Wall Street Journal taking a close look at "Murder in America" while NYC hits a record low

Over the last few days, the Wall Street Journal has run these two extended articles under the label "Murder in America":

  • "What Makes Cities More Dangerous: Neighborhoods where killings have gone up share deepening poverty, lots of vacant properties and police pullbacks following officers’ shootings of young black men"

  • "What Makes Cities Safer: Killings fell in Los Angeles and Washington when police established closer ties with people living in the most violent neighborhoods; gentrification also played a role in Washington"

Meanwhile, the largest city in the US is making the largest headlines with its smallest body count ever.  Via Slate here, "New York City Set to Have Fewer Murders This Year Than Any Year Since the City Began Keeping Track":

Just days from the end of 2017, New York City is set to tally a record low number of murders for the year and serious crime, more generally, will have declined for the 27th straight year.  As of Wednesday, 286 murders had been committed in the city, putting New York on pace to dip below its previous homicide low of 333 in 2014.  To give some perspective to how far the murder rate has dropped in the city over the past several decades, the New York Times notes this year’s murder rate is on the verge of being “the lowest since reliable records have been kept,” an unthinkable turnaround from 1990 when there were 2,245 killings in New York City.
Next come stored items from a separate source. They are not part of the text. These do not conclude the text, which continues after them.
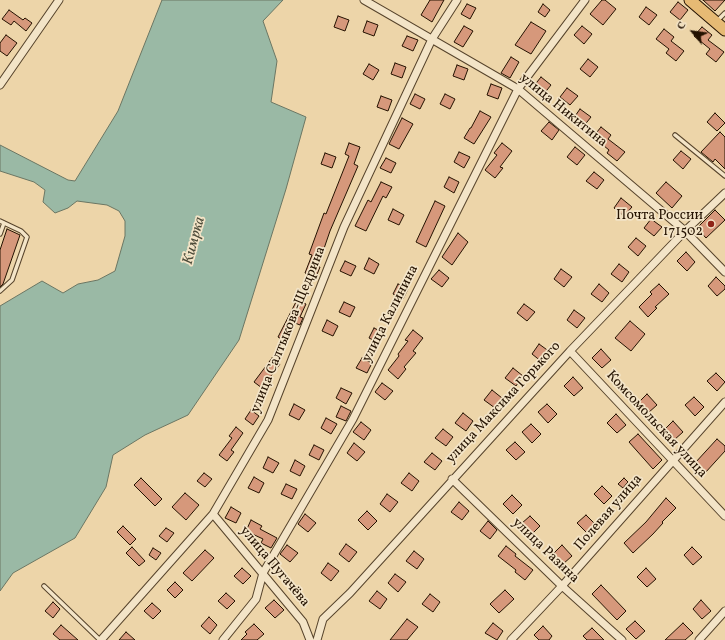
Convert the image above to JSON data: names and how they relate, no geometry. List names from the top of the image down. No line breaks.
{"streets":{"street":["улица Никитина","улица Калинина","улица Салтыкова-Щедрина","улица Максима Горького","Комсомольская улица","Полевая улица","улица Разина","улица Пугачёва"]},"crossings":[["улица Никитина","улица Калинина"],["улица Никитина","улица Салтыкова-Щедрина"],["улица Никитина","улица Максима Горького"],["улица Калинина","улица Пугачёва"],["улица Салтыкова-Щедрина","улица Пугачёва"],["улица Максима Горького","Комсомольская улица"],["улица Максима Горького","улица Разина"],["Комсомольская улица","Полевая улица"],["Полевая улица","улица Разина"]],"water":["Кимрка"],"places":["Почта России 171502"],"north":"top left"}
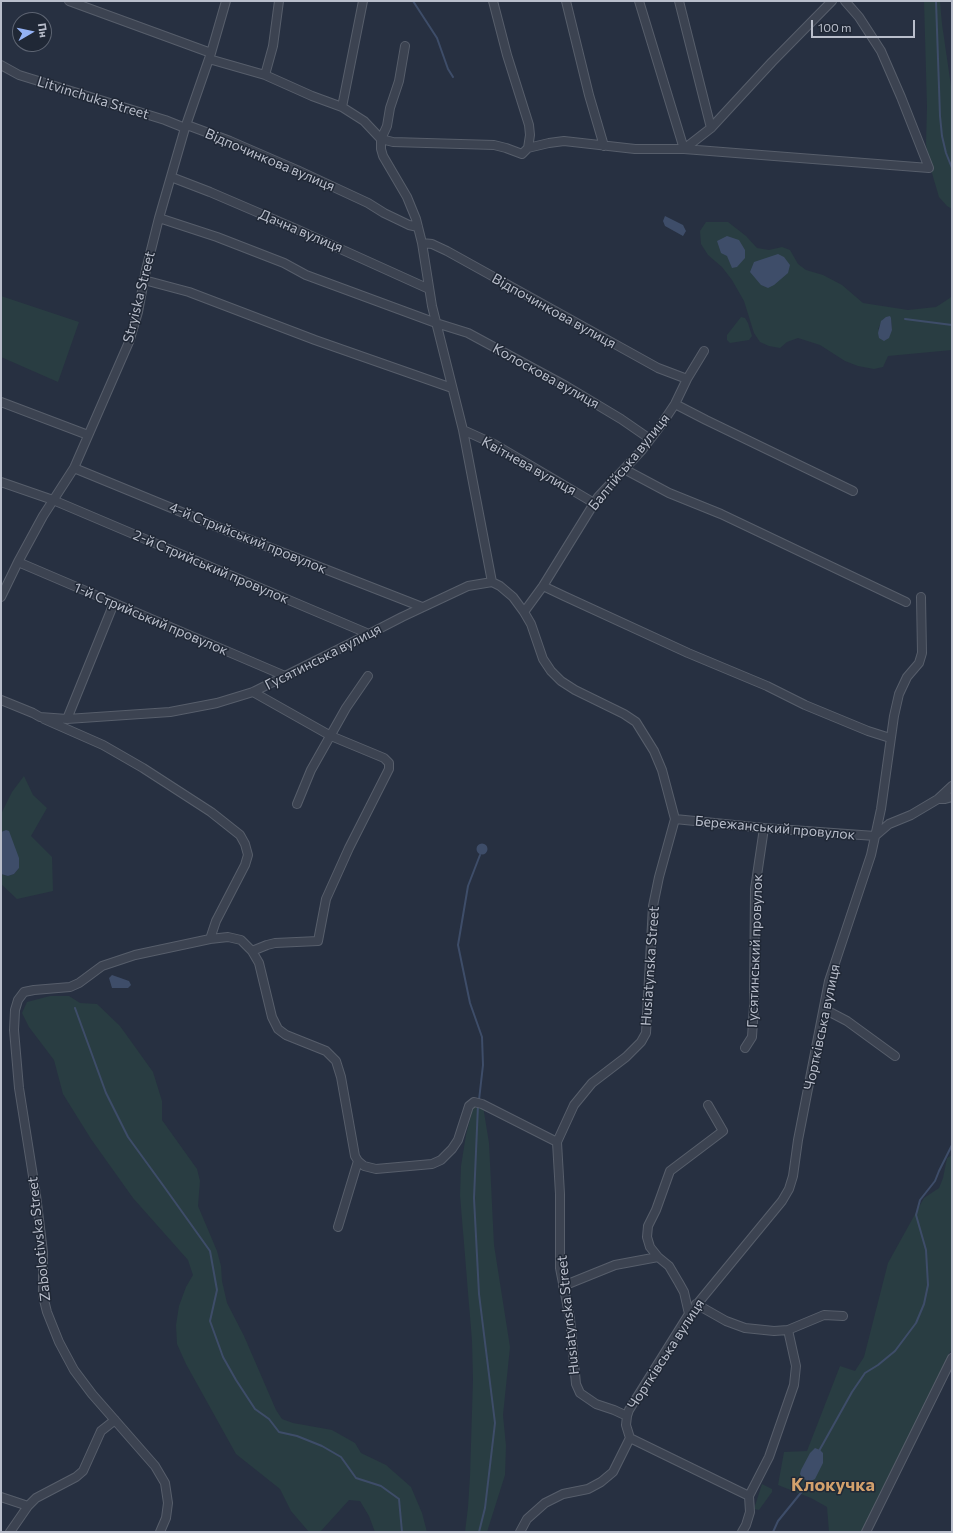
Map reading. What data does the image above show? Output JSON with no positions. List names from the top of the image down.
{
  "streets": {
    "street": [
      "Litvinchuka Street",
      "Відпочинкова вулиця",
      "Дачна вулиця",
      "Stryiska Street",
      "Колоскова вулиця",
      "Балтійська вулиця",
      "Квітнева вулиця",
      "4-й Стрийський провулок",
      "2-й Стрийський провулок",
      "1-й Стрийський провулок",
      "Гусятинська вулиця",
      "Бережанський провулок",
      "Гусятинський провулок",
      "Husiatynska Street",
      "Чортківська вулиця",
      "Zabolotivska Street"
    ]
  },
  "crossings": [
    ["Litvinchuka Street", "Відпочинкова вулиця"],
    ["Litvinchuka Street", "Stryiska Street"],
    ["Відпочинкова вулиця", "Stryiska Street"],
    ["Відпочинкова вулиця", "Балтійська вулиця"],
    ["Дачна вулиця", "Stryiska Street"],
    ["Stryiska Street", "Колоскова вулиця"],
    ["Stryiska Street", "4-й Стрийський провулок"],
    ["Stryiska Street", "2-й Стрийський провулок"],
    ["Stryiska Street", "1-й Стрийський провулок"],
    ["Колоскова вулиця", "Балтійська вулиця"],
    ["Балтійська вулиця", "Квітнева вулиця"],
    ["4-й Стрийський провулок", "Гусятинська вулиця"],
    ["2-й Стрийський провулок", "Гусятинська вулиця"],
    ["1-й Стрийський провулок", "Гусятинська вулиця"],
    ["Бережанський провулок", "Гусятинський провулок"],
    ["Бережанський провулок", "Husiatynska Street"],
    ["Бережанський провулок", "Чортківська вулиця"],
    ["Husiatynska Street", "Чортківська вулиця"]
  ],
  "districts": ["Клокучка"],
  "scale_bar": "100 m",
  "north": "right"
}
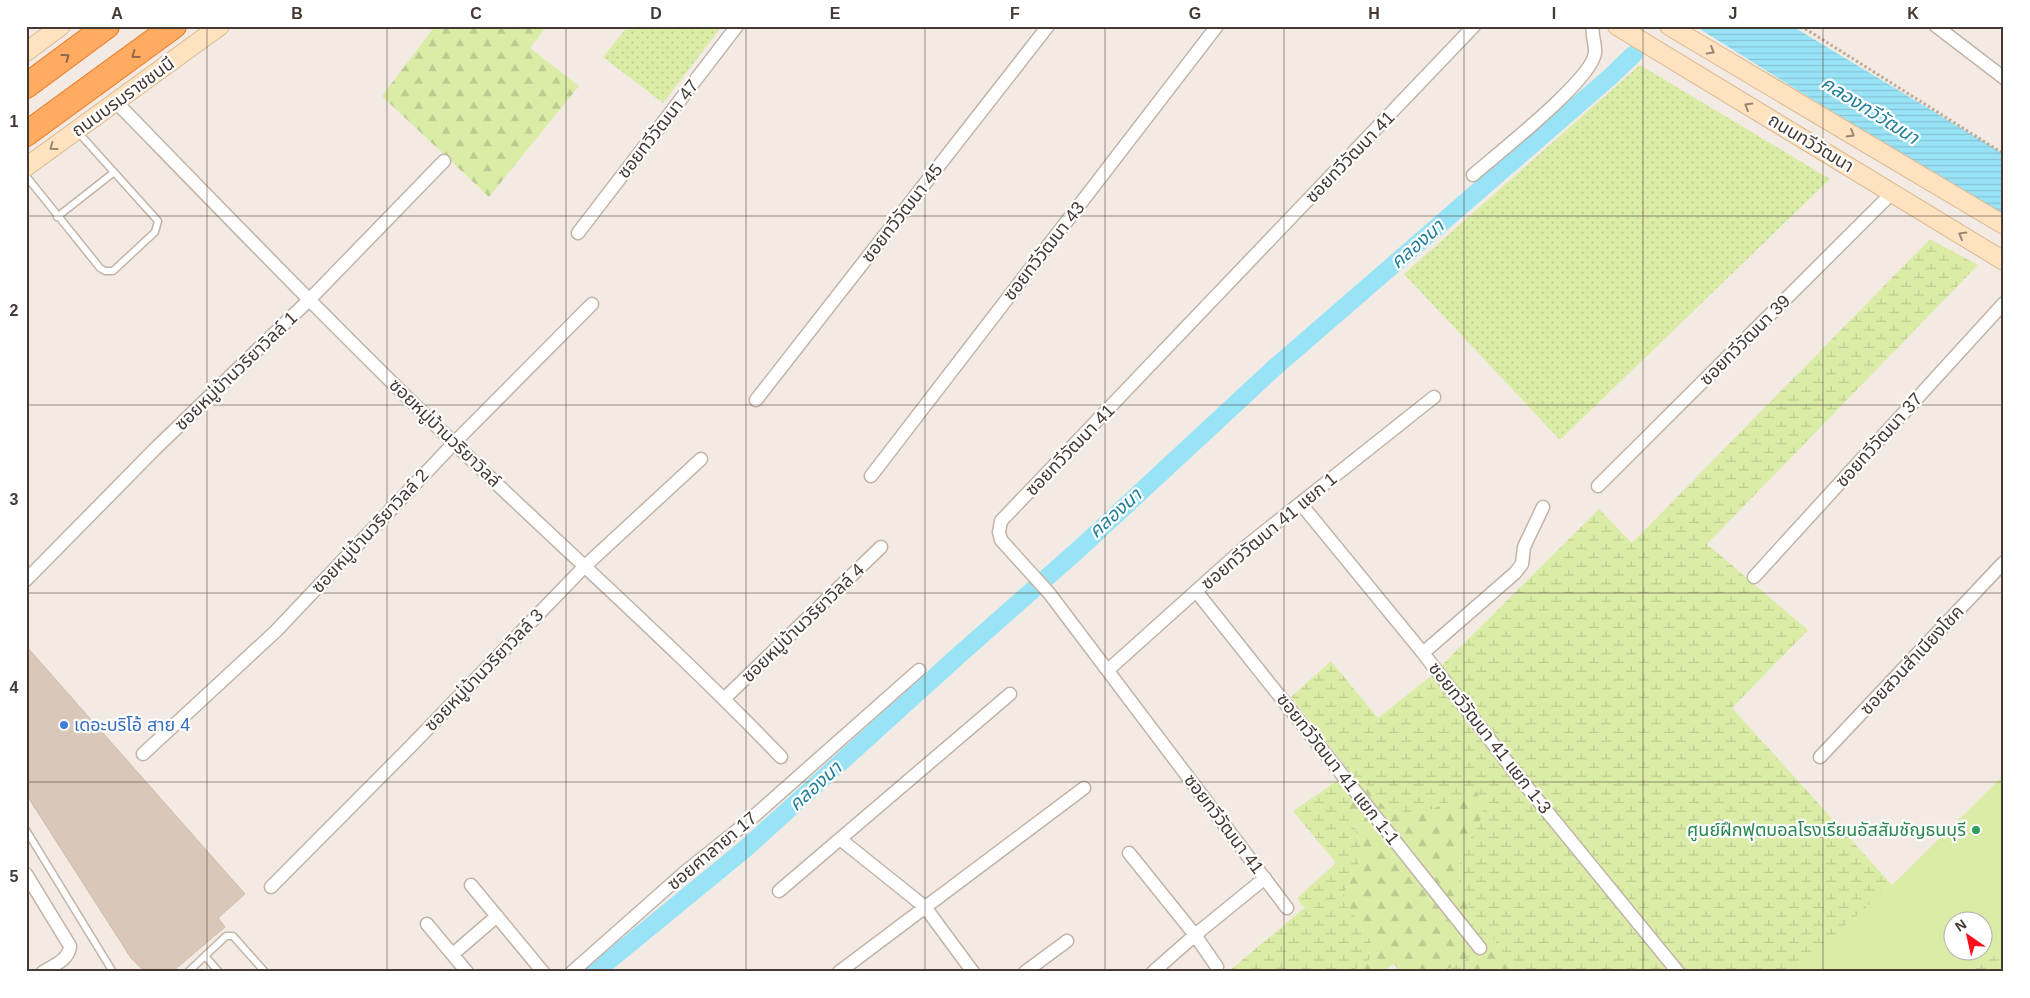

Other types of major felony crimes — manslaughter, rape, assault, robbery, burglary, grand larceny, and car thefts — have fallen since last year and, put together, are also likely to close out the year at historic lows.  The nearly 95,000 major felony crimes committed so far this year is on pace to best last year’s record low of 101,716.  In 1990, by contrast, there were 527,000 major felony crimes recorded in New York City.